> [PROBLEM]
From the entries that follow, extract each line holding the string "function".

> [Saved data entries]

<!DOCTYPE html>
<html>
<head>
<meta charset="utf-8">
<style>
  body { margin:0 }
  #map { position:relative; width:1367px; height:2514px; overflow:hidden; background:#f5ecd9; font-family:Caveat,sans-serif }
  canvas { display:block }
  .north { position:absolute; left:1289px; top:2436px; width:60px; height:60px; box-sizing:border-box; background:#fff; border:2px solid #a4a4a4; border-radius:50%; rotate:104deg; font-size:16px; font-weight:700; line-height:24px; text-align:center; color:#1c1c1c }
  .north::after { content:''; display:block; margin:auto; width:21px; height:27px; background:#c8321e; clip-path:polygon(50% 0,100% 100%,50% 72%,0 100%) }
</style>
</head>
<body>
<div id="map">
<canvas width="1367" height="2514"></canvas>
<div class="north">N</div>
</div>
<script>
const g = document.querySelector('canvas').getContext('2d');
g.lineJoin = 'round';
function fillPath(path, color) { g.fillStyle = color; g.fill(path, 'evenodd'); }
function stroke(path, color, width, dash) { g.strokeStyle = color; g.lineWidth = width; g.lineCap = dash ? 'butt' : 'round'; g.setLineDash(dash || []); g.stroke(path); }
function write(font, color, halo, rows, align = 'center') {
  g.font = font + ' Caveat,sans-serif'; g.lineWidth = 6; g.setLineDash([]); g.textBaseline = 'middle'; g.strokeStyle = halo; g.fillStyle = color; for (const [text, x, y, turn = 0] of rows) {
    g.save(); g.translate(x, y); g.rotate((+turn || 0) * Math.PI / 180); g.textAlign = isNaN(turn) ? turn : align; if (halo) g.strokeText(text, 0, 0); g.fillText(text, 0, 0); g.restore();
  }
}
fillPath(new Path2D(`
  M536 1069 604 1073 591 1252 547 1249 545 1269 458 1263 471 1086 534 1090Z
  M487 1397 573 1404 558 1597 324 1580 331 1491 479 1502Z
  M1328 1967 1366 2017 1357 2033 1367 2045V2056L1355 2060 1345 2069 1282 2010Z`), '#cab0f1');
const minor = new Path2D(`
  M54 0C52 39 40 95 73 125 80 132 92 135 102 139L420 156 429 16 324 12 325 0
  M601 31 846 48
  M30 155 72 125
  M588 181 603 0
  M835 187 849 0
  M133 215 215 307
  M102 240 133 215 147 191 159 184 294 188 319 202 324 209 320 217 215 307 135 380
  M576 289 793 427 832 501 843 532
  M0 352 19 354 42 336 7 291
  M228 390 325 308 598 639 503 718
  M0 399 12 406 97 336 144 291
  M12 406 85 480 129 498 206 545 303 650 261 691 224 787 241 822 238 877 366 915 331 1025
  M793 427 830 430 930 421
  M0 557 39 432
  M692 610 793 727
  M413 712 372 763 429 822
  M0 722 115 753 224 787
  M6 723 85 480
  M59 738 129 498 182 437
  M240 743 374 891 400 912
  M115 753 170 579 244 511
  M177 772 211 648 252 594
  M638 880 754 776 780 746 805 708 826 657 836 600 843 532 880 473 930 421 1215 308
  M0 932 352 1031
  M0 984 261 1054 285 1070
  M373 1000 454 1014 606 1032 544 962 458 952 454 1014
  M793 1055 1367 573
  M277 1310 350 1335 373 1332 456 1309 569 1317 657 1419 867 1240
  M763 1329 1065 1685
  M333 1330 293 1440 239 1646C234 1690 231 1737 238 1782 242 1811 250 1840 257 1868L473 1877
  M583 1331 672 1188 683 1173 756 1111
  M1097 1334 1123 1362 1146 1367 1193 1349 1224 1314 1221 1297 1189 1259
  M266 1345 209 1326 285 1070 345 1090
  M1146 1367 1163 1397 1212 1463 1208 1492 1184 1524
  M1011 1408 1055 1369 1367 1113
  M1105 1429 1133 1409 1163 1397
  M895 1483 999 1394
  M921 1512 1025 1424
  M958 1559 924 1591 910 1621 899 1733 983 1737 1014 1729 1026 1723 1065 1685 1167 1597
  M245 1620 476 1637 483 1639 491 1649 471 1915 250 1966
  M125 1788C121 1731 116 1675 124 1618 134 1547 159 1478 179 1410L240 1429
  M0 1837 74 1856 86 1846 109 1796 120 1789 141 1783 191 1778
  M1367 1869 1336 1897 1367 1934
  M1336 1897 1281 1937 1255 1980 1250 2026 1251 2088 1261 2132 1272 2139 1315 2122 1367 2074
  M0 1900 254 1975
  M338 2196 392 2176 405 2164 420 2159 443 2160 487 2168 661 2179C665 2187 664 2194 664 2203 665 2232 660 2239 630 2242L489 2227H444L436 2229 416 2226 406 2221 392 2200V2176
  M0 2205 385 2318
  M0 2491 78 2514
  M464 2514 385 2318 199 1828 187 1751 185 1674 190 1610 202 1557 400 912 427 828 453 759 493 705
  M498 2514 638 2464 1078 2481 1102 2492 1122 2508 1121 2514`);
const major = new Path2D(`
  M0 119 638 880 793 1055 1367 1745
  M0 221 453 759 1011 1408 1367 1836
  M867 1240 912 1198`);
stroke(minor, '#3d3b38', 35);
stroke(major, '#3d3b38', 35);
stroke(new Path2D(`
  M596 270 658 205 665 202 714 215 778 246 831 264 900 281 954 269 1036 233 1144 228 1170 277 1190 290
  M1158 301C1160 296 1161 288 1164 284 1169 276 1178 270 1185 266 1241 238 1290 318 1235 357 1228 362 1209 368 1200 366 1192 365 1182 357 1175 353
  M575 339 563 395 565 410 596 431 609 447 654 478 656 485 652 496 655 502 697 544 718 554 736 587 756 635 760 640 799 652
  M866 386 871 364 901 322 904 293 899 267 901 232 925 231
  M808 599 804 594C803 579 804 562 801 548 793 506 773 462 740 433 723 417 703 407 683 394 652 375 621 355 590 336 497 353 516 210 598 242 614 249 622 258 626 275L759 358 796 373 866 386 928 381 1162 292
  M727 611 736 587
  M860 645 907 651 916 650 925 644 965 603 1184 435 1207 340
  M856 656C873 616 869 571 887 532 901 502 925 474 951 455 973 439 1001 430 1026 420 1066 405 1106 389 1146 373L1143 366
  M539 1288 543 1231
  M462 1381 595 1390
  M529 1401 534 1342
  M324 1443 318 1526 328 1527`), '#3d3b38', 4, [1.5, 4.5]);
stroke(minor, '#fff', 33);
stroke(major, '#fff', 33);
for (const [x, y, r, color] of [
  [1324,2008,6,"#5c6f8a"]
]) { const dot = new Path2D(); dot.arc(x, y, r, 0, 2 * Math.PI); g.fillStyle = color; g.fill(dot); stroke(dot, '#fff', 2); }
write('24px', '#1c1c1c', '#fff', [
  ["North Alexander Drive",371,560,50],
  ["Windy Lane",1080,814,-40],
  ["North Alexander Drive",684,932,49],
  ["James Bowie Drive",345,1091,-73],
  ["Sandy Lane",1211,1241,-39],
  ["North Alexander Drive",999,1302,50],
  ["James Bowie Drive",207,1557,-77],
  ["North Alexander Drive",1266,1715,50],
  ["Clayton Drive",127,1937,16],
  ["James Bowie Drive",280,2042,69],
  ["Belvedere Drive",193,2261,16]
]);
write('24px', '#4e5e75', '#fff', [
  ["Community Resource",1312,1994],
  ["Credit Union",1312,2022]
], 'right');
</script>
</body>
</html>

> [SOLVED PROBLEM]
function fillPath(path, color) { g.fillStyle = color; g.fill(path, 'evenodd'); }
function stroke(path, color, width, dash) { g.strokeStyle = color; g.lineWidth = width; g.lineCap = dash ? 'butt' : 'round'; g.setLineDash(dash || []); g.stroke(path); }
function write(font, color, halo, rows, align = 'center') {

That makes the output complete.